House Majority Leader Richard K. Armey (R.-Tex.) and Bill Archer (R.-Tex.), chairman of the House Ways and Means Committee, joined in the following 1997 critique of the Federal tax code: "Our tax system is complicated and unfair, and it must be eliminated." So, they poisoned the roots with more complexity.

The new law makes more then 800 changes to the massive Internal Revenue Code. Some become effective immediately; nearly 70 won't take effect until January, 1998; and a few others won't kick in until after 1998. There are changes that are phased in through 2007. Capital gains are now taxed at rates of eight, 10, 18, 20, 25, 28, or as much as 39.6%, depending on what year you are in, what you are selling, and how long you held the property. There used to be one simple IRA. Now there is the regular IRA, the Roth IRA-plus, and the education IRA. Each is taxed differently and each has different income limitations to qualify.

Talk about social engineering. The government's message to the American people is that Big Brother knows best. Do what he wants you to do, how he wants you to do it, and when he wants you to do it, and we will give you a tax break. The new law will benefit members of Generation X, but only if they have the discipline to make annual IRA deposits. Have kids, go to college, and invest--but only long term--and we will reward you. Kids, college, and long-term investing are not bad. I personally am very much in favor of all three. However, the Federal income tax code should not be the vehicle to encourage them.

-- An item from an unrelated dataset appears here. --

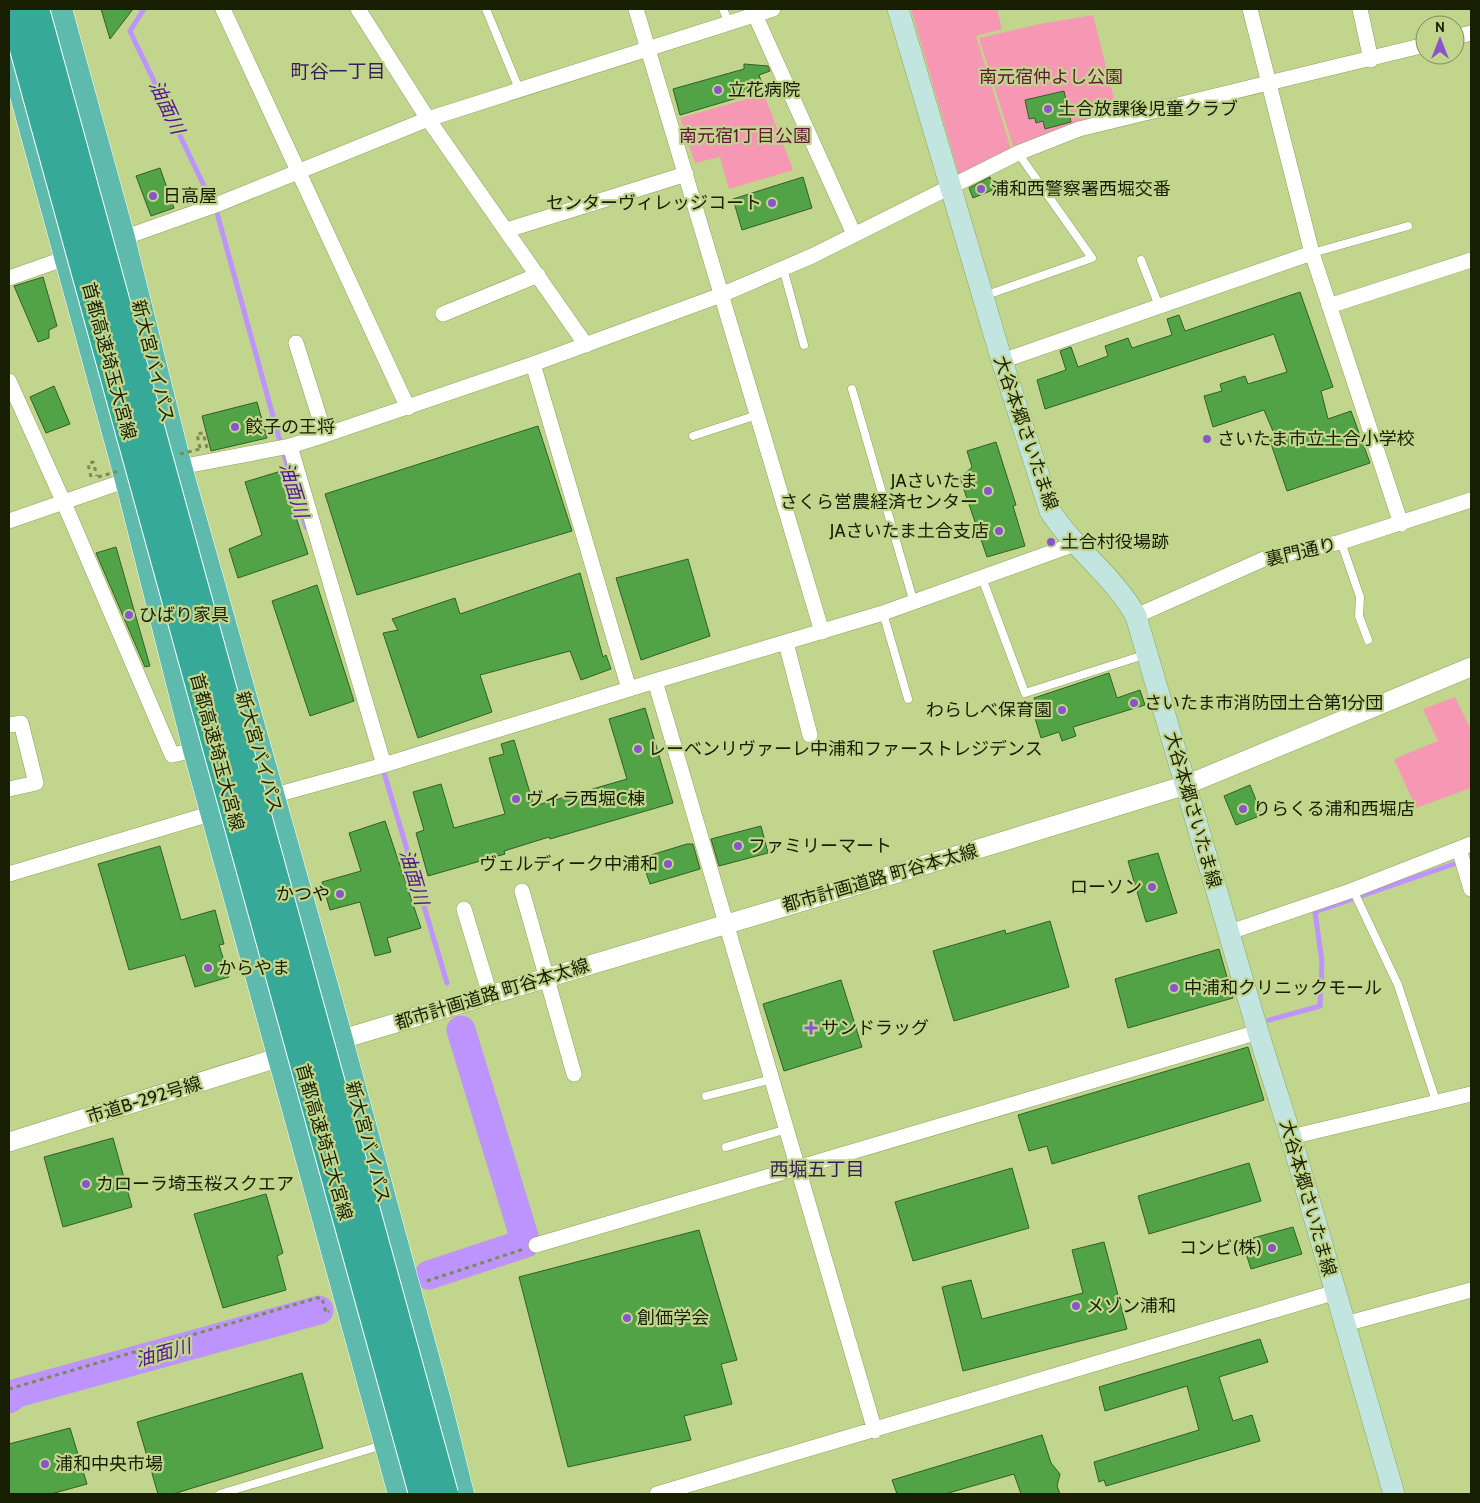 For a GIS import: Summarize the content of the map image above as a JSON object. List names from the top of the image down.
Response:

Cutting taxes for social engineering is nothing more than a backdoor approach to tax spending. Rather than facing the hard choices of direct grants for specific constituencies, Congress and the President have hidden these expenditures by structuring them as tax deductions or credits. It merely is pork passed out as tax benefits. The new tax law is a Christmas tree with presents for everyone. It is a pension reform law, a child welfare law, and an education spending law.

More than anything else, it is a full employment and get rich quick law for tax planners and the tax preparation industry. You might save substantial tax dollars as a result of the changes, but there is an entry fee to enjoy these benefits. If you don't understand the myriad provisions in the act, a computer tax preparation program like TurboTax might help--if you are prompted with the right questions and the solution is a mere mathematical computation. What if you need interpretation, though? What's going to be the impact on your state taxes? Changes such as the child credit and the reduction in capital gains rates do not flow through automatically to most of the states that levy an income tax. I am a tax expert with two law degrees and an MBA in finance and am licensed by the New Jersey Board of Certified Public Accountants. I have spent two decades teaching taxation, both on the undergraduate and the graduate levels, have published 20 books and almost 400 articles on taxation, and even I am overwhelmed! Every CPA I know is buried in complexity-and these are the people who will be doing your tax return. Every tax package should come with the following warning: "Do not even think about attempting to try to do this yourself!"

It's not like the tax code was simple before the new law was passed. Several years ago, consumer advocate Ralph Nader's Tax Reform Research Group prepared 22 identical tax returns based on the fictional economic data of a married couple with one child, and these 22 identical copies were submitted to 22 different IRS offices around the country. Each office came up with an entirely different figure. The results varied from a refund of $811.96 recommended in Flushing, N.Y., to a tax due figure of $52.14 derived by the tax office in Portland, Ore. The discrepancies were not just the result of IRS incompetency. Each tax season, Money magazine gives identical tax data to 50 top tax preparers around the country, and inevitably it receives back 50 different answers.

The Tax Relief Act of 1997 is a sacrifice of simplicity on the altar of greed. There will be a backlash--not now, when everyone is uplifted by his or her own benefit, but later, when the emotional and financial costs of the new law really are felt. The new law is a Trojan horse, a prelude to a complete overhaul of the tax system. Steve Forbes ran for president in 1996 on a flat tax platform. I predict the flat tax will be a major issue in the 2000 election.